Many Zend Framework 2 view helpers were using the `escapeHtml()` view helper in order to escape HTML attributes, instead of the more appropriate `escapeHtmlAttr()`. In situations where user data and/or JavaScript is used to seed attributes, this can lead to potential cross site scripting (XSS) attack vectors. Vulnerable view helpers include: - All `Zend\Form` view helpers. - Most `Zend\Navigation` (aka `Zend\View\Helper\Navigation\*`) view helpers. - All "HTML Element" view helpers: `htmlFlash()`, `htmlPage()`, `htmlQuickTime()`. - `Zend\View\Helper\Gravatar`
zend-diactoros (and, by extension, Expressive), zend-http (and, by extension, Zend Framework MVC projects), and zend-feed (specifically, its PubSubHubbub sub-component) each contain a potential URL rewrite exploit. In each case, marshaling a request URI includes logic that introspects HTTP request headers that are specific to a given server-side URL rewrite mechanism. When these headers are present on systems not running the specific URL rewriting mechanism, the logic would still trigger, allowing a malicious client or proxy to emulate the headers to request arbitrary content.
`Zend\Debug`, `Zend\Feed\PubSubHubbub`, `Zend\Log\Formatter\Xml`, `Zend\Tag\Cloud\Decorator`, `Zend\Uri`, `Zend\View\Helper\HeadStyle, Zend\View\Helper\Navigation\Sitemap`, and `Zend\View\Helper\Placeholder\Container\AbstractStandalone` were not using `Zend\Escaper` when escaping HTML, HTML attributes, and/or URLs. While most were performing some escaping, because they were not using context-appropriate escaping mechanisms, they could potentially be exploited to perform Cross Site Scripting (XSS) attacks.
When using the zend-mail component to send email via the `Zend\Mail\Transport\Sendmail transport`, a malicious user may be able to inject arbitrary parameters to the system sendmail program. The attack is performed by providing additional quote characters within an address; when unsanitized, they can be interpreted as additional command line arguments, leading to the vulnerability.
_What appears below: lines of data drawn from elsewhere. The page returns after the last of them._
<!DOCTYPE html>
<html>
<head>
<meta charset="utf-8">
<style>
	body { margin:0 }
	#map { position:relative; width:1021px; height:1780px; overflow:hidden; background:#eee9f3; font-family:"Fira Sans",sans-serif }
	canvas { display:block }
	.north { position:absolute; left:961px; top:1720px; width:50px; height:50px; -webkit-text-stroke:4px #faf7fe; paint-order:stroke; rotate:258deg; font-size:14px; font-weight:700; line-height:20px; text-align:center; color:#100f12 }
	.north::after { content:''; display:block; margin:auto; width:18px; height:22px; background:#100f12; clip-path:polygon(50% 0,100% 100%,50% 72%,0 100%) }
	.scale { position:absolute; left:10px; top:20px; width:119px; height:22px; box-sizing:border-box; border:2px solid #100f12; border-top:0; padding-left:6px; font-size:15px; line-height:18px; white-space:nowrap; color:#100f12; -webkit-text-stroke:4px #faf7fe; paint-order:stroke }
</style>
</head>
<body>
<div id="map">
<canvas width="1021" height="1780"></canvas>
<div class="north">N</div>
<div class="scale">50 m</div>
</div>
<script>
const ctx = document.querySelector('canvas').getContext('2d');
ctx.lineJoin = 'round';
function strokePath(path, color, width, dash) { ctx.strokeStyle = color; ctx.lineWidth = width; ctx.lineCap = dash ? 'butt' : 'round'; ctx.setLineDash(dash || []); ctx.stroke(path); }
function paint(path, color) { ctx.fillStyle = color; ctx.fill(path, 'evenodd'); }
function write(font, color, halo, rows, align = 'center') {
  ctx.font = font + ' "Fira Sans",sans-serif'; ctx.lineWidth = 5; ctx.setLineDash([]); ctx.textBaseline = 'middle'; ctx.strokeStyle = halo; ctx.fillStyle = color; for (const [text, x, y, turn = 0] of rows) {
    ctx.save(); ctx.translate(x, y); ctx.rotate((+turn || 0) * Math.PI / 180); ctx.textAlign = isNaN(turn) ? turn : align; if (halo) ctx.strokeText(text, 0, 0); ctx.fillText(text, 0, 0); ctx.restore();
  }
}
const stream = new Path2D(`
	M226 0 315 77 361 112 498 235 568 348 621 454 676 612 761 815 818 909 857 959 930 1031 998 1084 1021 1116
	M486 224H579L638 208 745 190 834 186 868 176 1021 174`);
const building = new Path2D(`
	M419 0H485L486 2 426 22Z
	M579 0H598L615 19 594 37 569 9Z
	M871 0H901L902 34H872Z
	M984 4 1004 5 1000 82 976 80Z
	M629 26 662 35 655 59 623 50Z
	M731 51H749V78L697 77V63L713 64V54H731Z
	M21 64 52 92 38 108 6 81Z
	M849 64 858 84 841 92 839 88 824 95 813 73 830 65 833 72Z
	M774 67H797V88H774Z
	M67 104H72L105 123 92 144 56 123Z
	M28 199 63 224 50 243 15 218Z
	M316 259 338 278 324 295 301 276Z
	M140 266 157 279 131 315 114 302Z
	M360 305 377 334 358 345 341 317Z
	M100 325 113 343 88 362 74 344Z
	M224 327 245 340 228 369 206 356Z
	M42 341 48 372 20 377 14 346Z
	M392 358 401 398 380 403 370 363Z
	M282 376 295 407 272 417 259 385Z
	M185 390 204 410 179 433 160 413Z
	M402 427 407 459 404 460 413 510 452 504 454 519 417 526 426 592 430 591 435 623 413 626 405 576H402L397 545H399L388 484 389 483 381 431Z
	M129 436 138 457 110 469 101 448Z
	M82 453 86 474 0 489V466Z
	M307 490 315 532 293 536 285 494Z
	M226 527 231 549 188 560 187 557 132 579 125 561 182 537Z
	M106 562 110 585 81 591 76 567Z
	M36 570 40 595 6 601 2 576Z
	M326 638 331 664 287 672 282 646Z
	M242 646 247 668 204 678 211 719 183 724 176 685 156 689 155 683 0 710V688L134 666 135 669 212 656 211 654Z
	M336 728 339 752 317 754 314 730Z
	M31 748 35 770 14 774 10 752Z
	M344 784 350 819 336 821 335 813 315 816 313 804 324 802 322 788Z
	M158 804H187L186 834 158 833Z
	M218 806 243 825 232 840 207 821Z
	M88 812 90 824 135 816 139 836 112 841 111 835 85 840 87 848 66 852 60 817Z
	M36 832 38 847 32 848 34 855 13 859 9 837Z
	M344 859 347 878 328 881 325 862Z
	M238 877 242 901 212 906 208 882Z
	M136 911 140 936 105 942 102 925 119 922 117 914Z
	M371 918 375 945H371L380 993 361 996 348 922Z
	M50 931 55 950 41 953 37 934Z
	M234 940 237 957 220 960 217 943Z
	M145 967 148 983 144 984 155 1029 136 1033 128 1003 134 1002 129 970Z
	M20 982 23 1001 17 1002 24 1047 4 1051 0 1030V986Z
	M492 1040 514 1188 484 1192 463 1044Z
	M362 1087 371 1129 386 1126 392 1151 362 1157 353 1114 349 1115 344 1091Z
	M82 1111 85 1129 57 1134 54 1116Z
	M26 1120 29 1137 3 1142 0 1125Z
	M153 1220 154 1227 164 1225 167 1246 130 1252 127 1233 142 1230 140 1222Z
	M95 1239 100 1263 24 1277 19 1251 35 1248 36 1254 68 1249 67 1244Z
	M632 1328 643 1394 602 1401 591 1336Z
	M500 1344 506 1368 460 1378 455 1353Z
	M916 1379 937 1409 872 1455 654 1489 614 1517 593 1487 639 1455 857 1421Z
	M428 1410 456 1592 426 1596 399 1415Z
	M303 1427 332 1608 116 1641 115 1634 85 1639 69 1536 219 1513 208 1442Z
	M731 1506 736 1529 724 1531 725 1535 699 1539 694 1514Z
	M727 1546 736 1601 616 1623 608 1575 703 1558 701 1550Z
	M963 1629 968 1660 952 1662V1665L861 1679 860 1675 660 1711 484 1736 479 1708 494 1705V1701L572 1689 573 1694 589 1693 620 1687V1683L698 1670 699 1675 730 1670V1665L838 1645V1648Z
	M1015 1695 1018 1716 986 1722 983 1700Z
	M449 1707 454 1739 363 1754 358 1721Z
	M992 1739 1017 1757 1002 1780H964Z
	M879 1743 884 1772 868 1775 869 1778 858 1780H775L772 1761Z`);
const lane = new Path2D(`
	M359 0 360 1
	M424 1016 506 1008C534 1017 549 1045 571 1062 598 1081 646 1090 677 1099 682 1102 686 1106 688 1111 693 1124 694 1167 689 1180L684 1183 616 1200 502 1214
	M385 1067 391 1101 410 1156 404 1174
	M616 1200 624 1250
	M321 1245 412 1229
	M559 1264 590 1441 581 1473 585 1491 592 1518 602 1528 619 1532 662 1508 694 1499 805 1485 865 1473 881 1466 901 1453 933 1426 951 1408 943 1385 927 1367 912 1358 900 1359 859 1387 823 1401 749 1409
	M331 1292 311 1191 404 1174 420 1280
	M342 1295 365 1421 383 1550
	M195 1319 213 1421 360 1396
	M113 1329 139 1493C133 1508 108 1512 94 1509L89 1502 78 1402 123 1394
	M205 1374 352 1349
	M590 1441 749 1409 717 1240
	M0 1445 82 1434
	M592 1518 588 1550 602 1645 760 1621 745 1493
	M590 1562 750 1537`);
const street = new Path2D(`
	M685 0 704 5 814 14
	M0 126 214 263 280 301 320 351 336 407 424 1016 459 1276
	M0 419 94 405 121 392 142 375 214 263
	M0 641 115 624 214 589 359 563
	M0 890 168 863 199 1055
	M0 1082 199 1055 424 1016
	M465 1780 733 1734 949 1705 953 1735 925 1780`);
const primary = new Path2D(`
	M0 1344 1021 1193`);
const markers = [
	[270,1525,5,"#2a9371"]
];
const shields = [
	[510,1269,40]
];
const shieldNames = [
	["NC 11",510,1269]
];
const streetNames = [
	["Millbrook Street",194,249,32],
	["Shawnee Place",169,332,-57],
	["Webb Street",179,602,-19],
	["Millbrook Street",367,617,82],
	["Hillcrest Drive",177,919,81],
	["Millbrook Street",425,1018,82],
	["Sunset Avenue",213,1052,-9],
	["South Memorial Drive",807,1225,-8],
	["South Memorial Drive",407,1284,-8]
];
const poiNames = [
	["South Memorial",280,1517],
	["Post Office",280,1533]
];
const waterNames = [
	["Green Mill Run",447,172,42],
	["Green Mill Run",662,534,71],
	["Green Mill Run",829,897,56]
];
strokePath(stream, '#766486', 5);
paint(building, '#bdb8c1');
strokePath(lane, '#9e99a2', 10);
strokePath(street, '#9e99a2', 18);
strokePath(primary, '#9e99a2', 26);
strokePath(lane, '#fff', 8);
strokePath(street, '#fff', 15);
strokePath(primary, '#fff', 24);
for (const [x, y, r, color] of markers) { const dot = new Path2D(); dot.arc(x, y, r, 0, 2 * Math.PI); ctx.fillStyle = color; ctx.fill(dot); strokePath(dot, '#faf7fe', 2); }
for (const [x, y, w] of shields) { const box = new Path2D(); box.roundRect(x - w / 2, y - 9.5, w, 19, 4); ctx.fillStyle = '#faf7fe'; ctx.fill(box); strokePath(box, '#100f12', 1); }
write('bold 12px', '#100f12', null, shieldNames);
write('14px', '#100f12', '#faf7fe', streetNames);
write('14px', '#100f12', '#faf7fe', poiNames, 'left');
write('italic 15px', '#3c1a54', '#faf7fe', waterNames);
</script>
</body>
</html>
`Zend\Session\Validator\RemoteAddr` and `Zend\View\Helper\ServerUrl` were found to be improperly parsing HTTP headers for proxy information, which could potentially allow an attacker to spoof a proxied IP or host name. In `Zend\Session\Validator\RemoteAddr`, if the client is behind a proxy server, the detection of the proxy URL was incorrect, and could lead to invalid results on subsequent lookups. In `Zend\View\Helper\ServerUrl`, if the server lives behind a proxy, the helper would always generate a URL based on the proxy host, regardless of whether or not this was desired; additionally, it did not take into account the proxy port or protocol, if provided.
In Zend Framework, `Zend_Captcha_Word` (v1) and `Zend\Captcha\Word` (v2) generate a "word" for a CAPTCHA challenge by selecting a sequence of random letters from a character set. Prior to this advisory, the selection was performed using PHP's `internal array_rand()` function. This function does not generate sufficient entropy due to its usage of `rand()` instead of more cryptographically secure methods such as `openssl_pseudo_random_bytes()`. This could potentially lead to information disclosure should an attacker be able to brute force the random number generation.